**Work item:** Work out how many lines below contain "Castro". Provide only the figure.

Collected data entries
* * *

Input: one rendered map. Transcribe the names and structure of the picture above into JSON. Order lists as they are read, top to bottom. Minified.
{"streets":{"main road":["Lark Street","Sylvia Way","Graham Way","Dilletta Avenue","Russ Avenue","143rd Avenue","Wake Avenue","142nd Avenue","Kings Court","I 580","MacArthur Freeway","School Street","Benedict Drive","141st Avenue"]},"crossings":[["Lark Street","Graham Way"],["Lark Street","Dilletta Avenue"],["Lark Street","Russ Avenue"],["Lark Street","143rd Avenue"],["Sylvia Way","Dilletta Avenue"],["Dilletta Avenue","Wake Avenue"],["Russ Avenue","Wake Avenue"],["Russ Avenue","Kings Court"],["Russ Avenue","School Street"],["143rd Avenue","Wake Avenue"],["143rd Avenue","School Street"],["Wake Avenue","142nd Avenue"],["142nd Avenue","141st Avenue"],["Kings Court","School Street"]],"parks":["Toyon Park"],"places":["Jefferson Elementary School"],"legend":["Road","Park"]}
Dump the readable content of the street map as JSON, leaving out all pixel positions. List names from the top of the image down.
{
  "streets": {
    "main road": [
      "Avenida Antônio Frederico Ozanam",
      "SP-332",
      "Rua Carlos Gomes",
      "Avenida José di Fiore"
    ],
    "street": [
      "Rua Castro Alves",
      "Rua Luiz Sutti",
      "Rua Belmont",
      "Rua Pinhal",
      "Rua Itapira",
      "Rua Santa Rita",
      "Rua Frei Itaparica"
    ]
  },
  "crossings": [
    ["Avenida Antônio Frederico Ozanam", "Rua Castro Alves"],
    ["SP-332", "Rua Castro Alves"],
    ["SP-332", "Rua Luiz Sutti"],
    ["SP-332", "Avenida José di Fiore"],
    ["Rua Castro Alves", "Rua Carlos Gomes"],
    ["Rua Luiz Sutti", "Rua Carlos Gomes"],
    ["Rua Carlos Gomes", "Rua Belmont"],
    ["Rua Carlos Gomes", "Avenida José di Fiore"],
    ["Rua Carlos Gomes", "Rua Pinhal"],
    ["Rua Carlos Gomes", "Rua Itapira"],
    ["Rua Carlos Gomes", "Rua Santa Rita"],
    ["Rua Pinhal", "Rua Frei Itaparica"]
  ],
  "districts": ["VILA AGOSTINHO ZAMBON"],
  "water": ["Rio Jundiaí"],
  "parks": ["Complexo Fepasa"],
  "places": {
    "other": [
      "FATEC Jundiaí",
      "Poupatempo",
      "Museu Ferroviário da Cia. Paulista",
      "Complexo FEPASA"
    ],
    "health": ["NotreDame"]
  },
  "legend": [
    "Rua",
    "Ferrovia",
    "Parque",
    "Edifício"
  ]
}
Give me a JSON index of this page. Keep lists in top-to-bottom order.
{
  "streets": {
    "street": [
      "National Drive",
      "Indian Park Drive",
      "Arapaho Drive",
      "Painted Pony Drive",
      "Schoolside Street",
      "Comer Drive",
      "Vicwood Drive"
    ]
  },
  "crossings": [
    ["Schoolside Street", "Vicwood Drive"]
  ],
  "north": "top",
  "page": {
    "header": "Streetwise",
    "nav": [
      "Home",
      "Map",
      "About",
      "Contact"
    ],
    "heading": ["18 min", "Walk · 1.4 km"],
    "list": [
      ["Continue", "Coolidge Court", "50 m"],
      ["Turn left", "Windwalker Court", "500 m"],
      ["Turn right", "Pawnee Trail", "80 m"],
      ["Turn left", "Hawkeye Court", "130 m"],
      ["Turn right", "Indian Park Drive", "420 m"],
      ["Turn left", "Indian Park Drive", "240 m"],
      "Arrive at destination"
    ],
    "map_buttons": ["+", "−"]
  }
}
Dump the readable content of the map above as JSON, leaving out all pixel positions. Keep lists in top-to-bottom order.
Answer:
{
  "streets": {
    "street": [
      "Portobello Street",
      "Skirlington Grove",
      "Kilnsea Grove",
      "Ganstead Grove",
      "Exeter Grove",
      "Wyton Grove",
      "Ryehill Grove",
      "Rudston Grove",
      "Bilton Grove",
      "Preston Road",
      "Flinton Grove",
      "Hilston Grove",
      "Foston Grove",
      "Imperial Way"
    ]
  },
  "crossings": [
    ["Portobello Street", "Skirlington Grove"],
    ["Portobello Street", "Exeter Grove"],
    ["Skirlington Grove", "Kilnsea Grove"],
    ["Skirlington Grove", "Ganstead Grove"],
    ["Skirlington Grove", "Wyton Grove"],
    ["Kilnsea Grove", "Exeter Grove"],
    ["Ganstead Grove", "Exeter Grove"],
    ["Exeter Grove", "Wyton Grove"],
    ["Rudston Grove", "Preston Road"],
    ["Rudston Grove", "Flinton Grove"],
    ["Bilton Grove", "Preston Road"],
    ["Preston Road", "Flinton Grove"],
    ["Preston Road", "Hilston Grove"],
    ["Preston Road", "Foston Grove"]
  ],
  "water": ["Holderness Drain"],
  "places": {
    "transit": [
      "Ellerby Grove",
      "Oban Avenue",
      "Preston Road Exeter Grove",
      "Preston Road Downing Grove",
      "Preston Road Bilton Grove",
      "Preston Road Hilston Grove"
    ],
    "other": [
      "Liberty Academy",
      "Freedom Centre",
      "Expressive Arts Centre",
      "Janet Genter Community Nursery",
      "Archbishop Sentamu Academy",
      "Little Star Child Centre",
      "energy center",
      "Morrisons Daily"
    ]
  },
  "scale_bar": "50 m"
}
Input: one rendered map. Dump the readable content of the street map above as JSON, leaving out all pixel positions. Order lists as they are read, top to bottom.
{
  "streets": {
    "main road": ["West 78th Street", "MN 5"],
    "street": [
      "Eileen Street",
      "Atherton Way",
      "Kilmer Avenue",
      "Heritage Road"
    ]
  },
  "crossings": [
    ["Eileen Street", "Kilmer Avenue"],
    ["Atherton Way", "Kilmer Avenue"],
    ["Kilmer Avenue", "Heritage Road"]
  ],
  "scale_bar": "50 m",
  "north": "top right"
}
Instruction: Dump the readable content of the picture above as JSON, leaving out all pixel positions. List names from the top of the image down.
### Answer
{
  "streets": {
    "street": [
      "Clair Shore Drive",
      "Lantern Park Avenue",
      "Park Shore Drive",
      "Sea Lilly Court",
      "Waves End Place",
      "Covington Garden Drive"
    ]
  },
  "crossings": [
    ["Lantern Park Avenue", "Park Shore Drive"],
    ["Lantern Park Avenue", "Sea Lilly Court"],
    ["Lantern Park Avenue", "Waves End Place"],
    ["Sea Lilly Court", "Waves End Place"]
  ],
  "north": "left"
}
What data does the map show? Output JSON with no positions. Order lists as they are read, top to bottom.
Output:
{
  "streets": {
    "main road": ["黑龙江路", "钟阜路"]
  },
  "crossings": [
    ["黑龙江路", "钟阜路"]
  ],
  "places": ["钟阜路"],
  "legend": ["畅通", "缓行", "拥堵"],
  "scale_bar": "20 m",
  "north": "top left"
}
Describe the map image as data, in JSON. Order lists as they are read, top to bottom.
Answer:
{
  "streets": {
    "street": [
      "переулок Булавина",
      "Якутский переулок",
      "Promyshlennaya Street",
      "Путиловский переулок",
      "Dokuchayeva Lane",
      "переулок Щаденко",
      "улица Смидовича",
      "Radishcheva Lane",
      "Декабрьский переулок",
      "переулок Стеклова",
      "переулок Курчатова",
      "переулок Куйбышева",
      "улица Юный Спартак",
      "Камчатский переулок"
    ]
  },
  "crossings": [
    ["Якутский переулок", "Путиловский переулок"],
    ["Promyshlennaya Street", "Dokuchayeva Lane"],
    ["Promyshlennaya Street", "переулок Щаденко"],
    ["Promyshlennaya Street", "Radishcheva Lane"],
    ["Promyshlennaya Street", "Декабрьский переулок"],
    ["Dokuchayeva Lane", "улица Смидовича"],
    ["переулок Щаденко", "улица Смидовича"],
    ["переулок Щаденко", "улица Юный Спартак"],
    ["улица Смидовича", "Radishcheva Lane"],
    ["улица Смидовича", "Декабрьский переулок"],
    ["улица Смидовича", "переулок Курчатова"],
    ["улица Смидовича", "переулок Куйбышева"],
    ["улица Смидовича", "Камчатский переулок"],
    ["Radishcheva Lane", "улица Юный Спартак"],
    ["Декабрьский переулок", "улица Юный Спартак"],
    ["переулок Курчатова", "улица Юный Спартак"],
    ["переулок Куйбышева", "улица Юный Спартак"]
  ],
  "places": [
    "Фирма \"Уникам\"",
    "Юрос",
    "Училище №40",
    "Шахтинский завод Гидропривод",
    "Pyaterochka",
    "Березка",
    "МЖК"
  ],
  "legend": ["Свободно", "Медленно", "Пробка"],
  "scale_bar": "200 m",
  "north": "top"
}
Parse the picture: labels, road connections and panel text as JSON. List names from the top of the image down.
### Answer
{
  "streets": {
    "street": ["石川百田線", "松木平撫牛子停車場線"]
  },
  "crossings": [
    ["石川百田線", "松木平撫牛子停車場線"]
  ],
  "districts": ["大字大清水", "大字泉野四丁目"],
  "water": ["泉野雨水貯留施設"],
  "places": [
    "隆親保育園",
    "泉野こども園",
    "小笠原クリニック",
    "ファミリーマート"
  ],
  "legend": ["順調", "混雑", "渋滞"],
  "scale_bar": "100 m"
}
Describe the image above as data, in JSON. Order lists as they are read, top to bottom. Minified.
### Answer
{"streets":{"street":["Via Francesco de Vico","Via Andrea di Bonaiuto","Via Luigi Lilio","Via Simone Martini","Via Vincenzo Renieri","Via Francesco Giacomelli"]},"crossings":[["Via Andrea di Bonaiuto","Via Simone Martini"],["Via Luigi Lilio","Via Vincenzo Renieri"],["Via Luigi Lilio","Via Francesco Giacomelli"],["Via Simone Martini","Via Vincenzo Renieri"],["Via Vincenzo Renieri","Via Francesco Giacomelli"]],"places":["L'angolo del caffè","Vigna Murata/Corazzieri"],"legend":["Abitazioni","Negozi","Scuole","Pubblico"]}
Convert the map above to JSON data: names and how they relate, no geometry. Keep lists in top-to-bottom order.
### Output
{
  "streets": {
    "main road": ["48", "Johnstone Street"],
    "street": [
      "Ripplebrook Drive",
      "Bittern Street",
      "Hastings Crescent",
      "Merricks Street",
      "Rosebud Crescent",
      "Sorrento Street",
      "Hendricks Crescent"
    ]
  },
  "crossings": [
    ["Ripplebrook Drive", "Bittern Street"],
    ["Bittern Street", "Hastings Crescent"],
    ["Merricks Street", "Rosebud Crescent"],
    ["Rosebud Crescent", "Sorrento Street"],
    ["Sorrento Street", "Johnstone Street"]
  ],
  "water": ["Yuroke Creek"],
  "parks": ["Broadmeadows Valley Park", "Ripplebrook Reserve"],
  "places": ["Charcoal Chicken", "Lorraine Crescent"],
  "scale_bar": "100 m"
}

* * *

**Response to the task:** 4